-------- Entries shown --------

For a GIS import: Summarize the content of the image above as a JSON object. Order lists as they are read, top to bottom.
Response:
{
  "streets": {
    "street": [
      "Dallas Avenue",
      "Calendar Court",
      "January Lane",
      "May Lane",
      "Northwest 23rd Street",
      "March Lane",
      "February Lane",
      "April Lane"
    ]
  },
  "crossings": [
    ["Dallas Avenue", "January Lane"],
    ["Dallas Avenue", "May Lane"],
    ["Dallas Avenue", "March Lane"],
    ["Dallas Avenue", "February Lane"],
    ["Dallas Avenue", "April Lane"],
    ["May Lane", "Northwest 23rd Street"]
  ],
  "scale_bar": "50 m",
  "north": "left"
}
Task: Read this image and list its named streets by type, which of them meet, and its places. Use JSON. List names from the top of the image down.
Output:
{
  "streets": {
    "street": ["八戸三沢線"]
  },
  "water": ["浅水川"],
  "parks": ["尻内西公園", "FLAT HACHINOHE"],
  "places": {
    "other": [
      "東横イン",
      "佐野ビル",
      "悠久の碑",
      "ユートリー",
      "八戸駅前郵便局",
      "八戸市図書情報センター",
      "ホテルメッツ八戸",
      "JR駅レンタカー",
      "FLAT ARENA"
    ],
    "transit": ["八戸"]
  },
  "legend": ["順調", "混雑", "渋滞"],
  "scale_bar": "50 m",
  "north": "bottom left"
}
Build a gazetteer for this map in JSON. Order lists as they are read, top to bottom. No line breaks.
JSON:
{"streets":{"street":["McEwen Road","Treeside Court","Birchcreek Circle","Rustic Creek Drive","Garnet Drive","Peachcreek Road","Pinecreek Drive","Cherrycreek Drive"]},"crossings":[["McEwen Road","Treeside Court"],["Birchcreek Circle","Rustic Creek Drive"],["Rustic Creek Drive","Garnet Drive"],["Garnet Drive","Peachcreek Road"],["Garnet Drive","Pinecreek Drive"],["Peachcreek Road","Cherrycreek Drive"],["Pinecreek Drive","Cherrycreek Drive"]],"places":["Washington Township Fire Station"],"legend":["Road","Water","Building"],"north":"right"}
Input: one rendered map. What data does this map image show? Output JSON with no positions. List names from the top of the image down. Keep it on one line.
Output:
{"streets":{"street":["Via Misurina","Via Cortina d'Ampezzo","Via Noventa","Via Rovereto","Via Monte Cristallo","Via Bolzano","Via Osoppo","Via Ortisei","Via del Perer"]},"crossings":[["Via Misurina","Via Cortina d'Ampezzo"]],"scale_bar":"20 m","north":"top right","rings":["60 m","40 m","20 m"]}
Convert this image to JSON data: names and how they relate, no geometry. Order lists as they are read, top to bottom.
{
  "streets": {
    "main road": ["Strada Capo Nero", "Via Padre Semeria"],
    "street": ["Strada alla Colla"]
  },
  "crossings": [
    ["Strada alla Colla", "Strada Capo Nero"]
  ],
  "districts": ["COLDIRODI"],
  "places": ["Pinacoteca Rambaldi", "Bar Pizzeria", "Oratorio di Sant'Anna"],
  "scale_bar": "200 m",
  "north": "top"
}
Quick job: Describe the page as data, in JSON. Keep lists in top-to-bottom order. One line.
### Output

--------

Give the count of lines in the data that contain the word "Keep", and write nothing besides it.

Answer for the task
2